Accelerating the recovery of the European Eel

Video report about glass eel trafficking from Taiwan via Kinmen to Hong Kong

WATCH video report about glass eel trafficking from Taiwan via Kinmen island to Hong Kong on NHK World

A serious shortage of eels, a delicacy in Japan, has led to cross-border smuggling so conservationists are urging governments to help regulate the industry.

Hong Kong has become a major supplier of eels to Japan, which is the world’s biggest market for them. Fishermen catch all kinds of fish there, except for eels because they say they don’t live in nearby waters.

One eel exporter has a facility in a remote spot on the outskirts of the city. He keeps numerous tanks full of baby eels, and spoke to us on condition of anonymity.

“They only tell us how much fish they’ll be supplying. We have no way of knowing where the eels come from,” he says.

Export of the fish from Hong Kong to Japan has surged since 2007. That’s when Taiwan, the largest supplier, introduced a ban on the export of eel fry.

Still., when the season begins in November, Taiwan’s eel fishermen are busy. The day’s trading price is about 900 dollars per bag, after jumping 7-fold over the past decade.

“Eels bring us big money,” says one Taiwan fisherman.

By law, the eels have to be raised in Taiwan but the brokers won’t say where the fry goes from here.

“We just sell them — that’s all. We don’t know where the eels go after we ship them out,” says one local broker.

A former industry representative says most eels caught in local waters go missing. In 2012, fishermen hauled in 3.2 tons of eel fry but only a quarter of that amount was raised on the island.

“We have no idea how many people are involved in eel trafficking, but we’re sure it’s a wide-spread practice,” says Chou-In Kuo, former chair of the Taiwan Eel Farming Industry Development Foundation.

A man claiming to be involved in eel smuggling spoke to us on the condition that we agreed to keep his identity secret.

“Almost all baby eels are exported to Japan. Agents there phone us to negotiate the price. We sell the fish via Hong Kong,” he says.

The man says one of the trafficking routes passes through the island of Kinmen, which is located just off the coast of mainland China. The man says smugglers travel by ferry, hiding their contraband in luggage and mingling with crowds of tourists.

We tried to find out how easy it is to bring baby eels in, using synthetic lookalikes. We got through without a hitch, and we didn’t see customs officers opening any other bags.

Smugglers say they can transport 20 kilograms of fish at a time, worth hundreds of thousands of dollars. The packages will then be transported to Hong Kong by land and brokers there re-label the eels as local produce for export.

The eels, known as “white diamonds,” will likely remain a hot commodity for smugglers until authorities come up with a way to crack down on the practice.

As we just saw, the price of baby eels is soaring as demand remains strong in Japan, but people in the country are taking various measures to help conserve eel stocks.

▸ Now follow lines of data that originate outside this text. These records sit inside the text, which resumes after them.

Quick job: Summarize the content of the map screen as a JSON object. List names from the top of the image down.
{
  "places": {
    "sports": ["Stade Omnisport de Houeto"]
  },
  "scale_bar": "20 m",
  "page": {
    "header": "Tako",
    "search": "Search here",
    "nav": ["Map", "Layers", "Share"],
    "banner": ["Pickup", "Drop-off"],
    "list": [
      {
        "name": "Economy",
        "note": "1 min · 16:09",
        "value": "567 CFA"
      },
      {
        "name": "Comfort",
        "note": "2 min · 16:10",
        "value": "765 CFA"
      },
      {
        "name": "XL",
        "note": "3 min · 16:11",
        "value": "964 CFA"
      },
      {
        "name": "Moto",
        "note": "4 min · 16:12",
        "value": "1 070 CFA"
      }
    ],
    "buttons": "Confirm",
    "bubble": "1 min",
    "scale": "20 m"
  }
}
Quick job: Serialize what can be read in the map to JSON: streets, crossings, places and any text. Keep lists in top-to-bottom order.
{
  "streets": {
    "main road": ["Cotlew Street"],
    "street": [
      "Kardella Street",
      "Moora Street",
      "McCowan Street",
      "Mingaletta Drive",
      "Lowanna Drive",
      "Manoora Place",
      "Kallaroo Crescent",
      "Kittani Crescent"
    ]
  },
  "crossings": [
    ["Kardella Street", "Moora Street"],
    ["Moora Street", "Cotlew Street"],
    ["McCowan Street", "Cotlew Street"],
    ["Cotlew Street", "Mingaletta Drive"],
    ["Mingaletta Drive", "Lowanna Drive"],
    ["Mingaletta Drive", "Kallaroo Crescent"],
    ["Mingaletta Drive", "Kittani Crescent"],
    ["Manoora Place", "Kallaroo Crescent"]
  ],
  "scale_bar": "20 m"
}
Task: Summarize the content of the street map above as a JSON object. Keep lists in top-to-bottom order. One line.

Customs agents in Taiwan have to keep their eyes peeled for more than just the usual contraband — they’re on the lookout for endangered fish too. In late November, they caught 8 people carrying more than 100 bags of baby eels, worth about 500,000 dollars.

Taiwan prohibits the export of baby eels to conserve dwindling stocks. But experts say the majority of local catches are smuggled out, mainly to Hong Kong. Exporters there can easily re-label them as Hong Kong produce and ship them to Japan.

Eel farmers across the country have become increasingly dependent on imports as domestic catches fall far short of demand. Prices have soared more than 3-fold in recent years, and that’s hurting farmers like Shigeji Noguchi, who used to buy his eel fry from Hong Kong.

“The price keeps soaring. It’s tough, we can’t keep up,” Noguchi says.

He used to ship most of his produce for the traditional eel feast day in July, when consumption of the fish peaks — and so do the prices. But Noguchi has decided to forgo that period, and has changed his farming schedule.

He’s now buying baby eels when demand from other farmers drops. He says it will put a dent in his profits but he hopes it will contribute to proper management of dwindling eel stocks.

“I can buy baby eels at half the price because market supplies are left over, so I don’t have to worry too much about running the farm,” Noguchi says.

Restaurant owners are also worried about eel trading. Some are changing their business styles to help straighten out the market.

Tadaaki Sekino used to buy 3 times as much eel as usual for the mid-summer feast. But he’s stopped doing it, and he doesn’t advertise the event either. Sekino says the quality often drops in the peak season. He’s been buying less, so he can serve customers only the best.

His restaurant runs out of eels before the evening. But Sekino is willing to take on these painful reforms, if they’ll help pass on the culinary tradition to future generations.

“We cook and sell an endangered species,” Sekino says. “I think we need to take a bigger responsibility.”

An international conference on wildlife conservation has taken a new step: Member countries have agreed to study the global trade of eels. Experts say they might bring about rigid restrictions in a few years if overfishing and trafficking don’t improve.